Goal of the exercise:
Locate the word "Karte" in the data below, then copy every line that holds it.
-------------------------
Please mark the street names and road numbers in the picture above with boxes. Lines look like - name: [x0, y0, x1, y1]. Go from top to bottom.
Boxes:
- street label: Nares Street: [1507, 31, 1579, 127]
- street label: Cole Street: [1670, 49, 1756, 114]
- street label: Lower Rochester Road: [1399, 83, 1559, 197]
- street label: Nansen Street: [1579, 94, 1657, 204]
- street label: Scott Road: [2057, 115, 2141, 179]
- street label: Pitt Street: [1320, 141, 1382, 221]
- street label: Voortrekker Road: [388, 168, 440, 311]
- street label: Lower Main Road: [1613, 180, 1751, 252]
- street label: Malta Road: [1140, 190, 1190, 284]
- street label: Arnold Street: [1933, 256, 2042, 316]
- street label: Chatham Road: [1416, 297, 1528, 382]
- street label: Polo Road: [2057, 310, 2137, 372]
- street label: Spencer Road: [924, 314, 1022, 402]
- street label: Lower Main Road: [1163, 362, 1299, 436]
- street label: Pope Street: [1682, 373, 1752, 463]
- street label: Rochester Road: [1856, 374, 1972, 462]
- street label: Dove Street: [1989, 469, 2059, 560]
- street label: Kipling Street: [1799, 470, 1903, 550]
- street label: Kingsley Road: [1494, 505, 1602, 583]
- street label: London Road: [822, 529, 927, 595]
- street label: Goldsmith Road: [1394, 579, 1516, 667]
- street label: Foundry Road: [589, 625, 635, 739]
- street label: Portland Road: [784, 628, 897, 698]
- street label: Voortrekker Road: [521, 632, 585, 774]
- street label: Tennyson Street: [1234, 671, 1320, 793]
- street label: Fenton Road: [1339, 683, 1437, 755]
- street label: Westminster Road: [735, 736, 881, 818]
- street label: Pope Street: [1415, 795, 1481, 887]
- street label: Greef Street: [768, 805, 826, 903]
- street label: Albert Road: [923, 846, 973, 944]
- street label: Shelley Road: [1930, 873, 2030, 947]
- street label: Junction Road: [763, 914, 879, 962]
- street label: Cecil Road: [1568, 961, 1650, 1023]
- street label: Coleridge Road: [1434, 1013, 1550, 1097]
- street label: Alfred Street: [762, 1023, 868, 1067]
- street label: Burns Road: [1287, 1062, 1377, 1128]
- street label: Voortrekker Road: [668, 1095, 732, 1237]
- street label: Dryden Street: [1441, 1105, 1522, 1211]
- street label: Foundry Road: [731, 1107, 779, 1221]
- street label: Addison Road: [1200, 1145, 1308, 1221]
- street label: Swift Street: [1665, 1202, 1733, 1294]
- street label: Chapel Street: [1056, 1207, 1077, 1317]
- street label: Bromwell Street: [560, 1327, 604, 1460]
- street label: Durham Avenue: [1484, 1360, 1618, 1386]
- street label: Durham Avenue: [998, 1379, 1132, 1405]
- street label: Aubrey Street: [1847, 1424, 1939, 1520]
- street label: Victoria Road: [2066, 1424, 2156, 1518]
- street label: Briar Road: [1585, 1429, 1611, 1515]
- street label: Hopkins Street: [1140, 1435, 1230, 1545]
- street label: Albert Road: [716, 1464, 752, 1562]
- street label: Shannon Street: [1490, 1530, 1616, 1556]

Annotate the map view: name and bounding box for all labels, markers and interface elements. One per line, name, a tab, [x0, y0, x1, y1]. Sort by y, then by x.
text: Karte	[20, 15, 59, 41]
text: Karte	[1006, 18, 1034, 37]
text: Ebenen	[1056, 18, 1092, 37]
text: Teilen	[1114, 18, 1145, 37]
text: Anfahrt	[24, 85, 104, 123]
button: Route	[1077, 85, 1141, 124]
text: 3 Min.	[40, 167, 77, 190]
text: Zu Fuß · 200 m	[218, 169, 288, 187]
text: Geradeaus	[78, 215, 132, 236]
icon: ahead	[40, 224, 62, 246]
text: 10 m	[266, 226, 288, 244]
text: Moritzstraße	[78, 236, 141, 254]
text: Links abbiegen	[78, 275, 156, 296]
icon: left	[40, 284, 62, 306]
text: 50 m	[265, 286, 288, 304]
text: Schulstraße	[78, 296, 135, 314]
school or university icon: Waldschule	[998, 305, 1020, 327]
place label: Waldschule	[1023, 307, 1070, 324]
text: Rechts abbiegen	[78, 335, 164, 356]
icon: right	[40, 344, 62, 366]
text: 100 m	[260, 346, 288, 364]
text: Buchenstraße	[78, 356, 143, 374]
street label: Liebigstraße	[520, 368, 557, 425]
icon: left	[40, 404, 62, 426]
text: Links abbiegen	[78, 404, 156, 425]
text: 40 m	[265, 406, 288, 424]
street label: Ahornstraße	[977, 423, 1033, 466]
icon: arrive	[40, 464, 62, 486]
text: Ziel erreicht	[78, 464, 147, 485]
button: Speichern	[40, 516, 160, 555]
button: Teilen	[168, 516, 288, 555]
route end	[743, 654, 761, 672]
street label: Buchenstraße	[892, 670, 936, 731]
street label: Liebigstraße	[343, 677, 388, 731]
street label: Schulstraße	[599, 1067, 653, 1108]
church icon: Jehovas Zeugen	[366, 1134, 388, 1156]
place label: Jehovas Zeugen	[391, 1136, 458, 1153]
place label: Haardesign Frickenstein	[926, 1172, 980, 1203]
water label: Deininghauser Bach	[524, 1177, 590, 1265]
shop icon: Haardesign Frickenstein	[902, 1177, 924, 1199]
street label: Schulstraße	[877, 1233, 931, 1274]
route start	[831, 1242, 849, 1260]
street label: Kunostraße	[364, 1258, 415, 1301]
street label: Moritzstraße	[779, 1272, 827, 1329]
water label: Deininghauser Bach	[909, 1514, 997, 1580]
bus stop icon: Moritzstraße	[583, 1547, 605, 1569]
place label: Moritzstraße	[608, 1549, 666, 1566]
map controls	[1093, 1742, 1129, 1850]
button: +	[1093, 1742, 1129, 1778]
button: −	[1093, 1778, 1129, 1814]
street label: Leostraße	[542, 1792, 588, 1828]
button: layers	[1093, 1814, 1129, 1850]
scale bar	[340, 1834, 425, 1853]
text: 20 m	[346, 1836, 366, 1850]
-------------------------
Solved exercise:
text: Karte	[20, 15, 59, 41]
text: Karte	[1006, 18, 1034, 37]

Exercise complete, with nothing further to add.